**Brief:**
Examine each line of the data. Copy those that contain the string "Klarastraat".

**The input:**
▼

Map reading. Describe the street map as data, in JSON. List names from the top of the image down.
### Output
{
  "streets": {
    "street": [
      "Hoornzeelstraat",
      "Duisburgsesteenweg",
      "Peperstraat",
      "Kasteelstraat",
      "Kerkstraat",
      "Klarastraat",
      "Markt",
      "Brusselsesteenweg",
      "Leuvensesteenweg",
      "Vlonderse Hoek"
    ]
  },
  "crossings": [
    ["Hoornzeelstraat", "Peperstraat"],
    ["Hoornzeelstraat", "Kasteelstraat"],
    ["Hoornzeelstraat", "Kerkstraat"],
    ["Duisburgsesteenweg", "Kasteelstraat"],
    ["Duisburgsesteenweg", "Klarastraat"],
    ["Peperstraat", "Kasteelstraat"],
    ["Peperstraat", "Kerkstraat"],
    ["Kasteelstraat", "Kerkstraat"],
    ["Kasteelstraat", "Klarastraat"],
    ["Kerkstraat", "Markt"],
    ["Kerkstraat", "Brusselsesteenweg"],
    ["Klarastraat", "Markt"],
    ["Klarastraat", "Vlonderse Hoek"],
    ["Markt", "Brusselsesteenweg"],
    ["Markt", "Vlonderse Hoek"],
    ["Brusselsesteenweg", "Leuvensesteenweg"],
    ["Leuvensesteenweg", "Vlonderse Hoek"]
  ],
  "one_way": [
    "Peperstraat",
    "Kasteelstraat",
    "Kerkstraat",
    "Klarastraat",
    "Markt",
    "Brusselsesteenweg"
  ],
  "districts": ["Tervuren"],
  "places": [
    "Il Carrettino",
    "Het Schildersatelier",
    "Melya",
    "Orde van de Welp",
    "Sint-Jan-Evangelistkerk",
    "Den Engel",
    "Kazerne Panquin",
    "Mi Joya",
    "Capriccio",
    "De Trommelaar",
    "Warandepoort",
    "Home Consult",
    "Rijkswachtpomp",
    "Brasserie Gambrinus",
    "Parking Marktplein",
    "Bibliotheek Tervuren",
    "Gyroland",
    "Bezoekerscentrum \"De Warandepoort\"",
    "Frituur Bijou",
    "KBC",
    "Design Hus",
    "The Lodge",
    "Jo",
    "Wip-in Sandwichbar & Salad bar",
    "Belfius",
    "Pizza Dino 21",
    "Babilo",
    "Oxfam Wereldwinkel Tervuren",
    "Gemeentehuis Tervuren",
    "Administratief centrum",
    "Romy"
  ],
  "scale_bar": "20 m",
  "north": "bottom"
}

▲

**Exercise output:**
      "Klarastraat",
    ["Duisburgsesteenweg", "Klarastraat"],
    ["Kasteelstraat", "Klarastraat"],
    ["Klarastraat", "Markt"],
    ["Klarastraat", "Vlonderse Hoek"],
    "Klarastraat",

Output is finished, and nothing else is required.